Pope Francis reminds Catholics that they should not pay or donate money to priests, especially those who say Mass during a loved one's funeral. The pontiff emphasizes that this practice is unnecessary since sacrifices and redemption are both free.
Some parishes expect a payment of around $10 dollars for Masses for specific individuals. The pope, however, made it clear he was not in favor of this.
"You do not pay for the Mass," Pope Francis told an audience at the Vatican in his sermon last March 7.
"The Mass is Christ's sacrifice, which is free. Redemption is free," the pope added. "If you want to make an offering, do it, but you do not pay for it!"
Pope Francis also spoke about the eucharistic prayer and its different formulas, which begins with a thanksgiving and proceeds with the acclamation of God's holiness. He also described the consecration, where believers share in the body and blood of Jesus Christ as an act of faith. To understand the formula of the Mass is to learn to imbibe the Eucharist in the lives of Christians.
Pope Francis then listed the three attitudes that believers should always have and practice.

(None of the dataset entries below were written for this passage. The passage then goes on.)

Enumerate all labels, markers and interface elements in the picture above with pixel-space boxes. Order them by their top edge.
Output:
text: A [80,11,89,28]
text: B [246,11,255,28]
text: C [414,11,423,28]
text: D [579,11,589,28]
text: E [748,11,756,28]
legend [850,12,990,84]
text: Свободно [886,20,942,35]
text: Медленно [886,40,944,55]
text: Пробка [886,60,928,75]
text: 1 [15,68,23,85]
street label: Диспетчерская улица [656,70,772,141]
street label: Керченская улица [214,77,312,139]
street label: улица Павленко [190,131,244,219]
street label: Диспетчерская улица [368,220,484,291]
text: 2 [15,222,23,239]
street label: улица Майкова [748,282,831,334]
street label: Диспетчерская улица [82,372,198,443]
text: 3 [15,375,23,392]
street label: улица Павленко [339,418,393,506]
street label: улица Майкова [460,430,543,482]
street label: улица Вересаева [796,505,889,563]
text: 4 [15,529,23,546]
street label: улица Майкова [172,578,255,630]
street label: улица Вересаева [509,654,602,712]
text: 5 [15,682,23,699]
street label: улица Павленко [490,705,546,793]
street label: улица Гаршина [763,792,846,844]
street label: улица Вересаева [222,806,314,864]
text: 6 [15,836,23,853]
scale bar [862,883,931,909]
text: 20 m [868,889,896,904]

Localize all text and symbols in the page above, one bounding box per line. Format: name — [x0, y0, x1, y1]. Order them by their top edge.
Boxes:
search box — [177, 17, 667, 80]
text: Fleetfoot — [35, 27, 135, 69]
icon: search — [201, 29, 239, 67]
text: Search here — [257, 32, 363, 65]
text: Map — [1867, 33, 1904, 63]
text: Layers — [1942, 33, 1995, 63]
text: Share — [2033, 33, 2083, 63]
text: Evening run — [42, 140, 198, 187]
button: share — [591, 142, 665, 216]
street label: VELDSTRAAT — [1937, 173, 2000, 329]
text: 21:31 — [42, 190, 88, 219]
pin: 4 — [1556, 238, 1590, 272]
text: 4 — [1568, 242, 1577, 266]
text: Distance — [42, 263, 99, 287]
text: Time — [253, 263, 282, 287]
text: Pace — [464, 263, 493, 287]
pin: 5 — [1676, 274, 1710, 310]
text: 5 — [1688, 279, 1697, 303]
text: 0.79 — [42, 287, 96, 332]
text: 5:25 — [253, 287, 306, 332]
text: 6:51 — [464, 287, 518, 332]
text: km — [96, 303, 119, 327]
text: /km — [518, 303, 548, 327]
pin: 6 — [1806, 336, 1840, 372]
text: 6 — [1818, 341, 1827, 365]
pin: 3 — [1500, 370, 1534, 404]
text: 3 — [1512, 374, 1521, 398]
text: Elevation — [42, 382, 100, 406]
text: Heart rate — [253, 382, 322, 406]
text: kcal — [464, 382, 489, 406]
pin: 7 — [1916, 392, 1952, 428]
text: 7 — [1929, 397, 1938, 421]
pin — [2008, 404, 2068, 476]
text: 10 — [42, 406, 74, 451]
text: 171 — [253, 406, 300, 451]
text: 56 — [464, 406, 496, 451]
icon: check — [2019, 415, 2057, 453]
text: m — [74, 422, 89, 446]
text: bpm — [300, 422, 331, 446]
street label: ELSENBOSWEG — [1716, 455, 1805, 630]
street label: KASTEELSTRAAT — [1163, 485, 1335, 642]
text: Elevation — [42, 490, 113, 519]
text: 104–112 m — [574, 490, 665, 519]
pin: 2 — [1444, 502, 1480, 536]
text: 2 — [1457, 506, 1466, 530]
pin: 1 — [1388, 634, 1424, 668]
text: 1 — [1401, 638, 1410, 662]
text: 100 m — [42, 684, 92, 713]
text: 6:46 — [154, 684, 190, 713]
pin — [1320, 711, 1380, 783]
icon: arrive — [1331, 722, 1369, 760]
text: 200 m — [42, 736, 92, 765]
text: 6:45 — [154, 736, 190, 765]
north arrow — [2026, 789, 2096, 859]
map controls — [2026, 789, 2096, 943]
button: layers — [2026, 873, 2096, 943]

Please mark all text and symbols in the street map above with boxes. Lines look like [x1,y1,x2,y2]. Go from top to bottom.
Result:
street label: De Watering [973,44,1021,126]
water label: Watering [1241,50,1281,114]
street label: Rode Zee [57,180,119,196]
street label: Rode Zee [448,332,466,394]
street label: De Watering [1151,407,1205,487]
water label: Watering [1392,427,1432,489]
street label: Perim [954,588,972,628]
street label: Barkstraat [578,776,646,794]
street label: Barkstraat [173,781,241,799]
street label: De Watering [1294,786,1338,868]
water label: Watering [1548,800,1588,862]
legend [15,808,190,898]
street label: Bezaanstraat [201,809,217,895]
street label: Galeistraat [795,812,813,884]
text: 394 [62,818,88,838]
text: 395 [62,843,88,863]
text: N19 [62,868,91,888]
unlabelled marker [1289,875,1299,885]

He said these were "to give thanks always and everywhere, to make one's life a gift of love and to build communion in the church and with everyone."
In light of this, Pope Francis invited the members of the Catholic Church to observe its annual "24 Hours for the Lord." The highlight of this initiative is the Sacrament of Reconciliation, where dioceses all over the world remain open for 24 hours to hear confessions from both followers and non-believers.
The main purpose of "24 Hours for the Lord" is to encourage those who feel uncomfortable about going to Church to seek and renew a relationship with God. The Pastoral Council released a guide about the initiative on its official site.
The "24 Hours for the Lord" event has been taking place since 2014.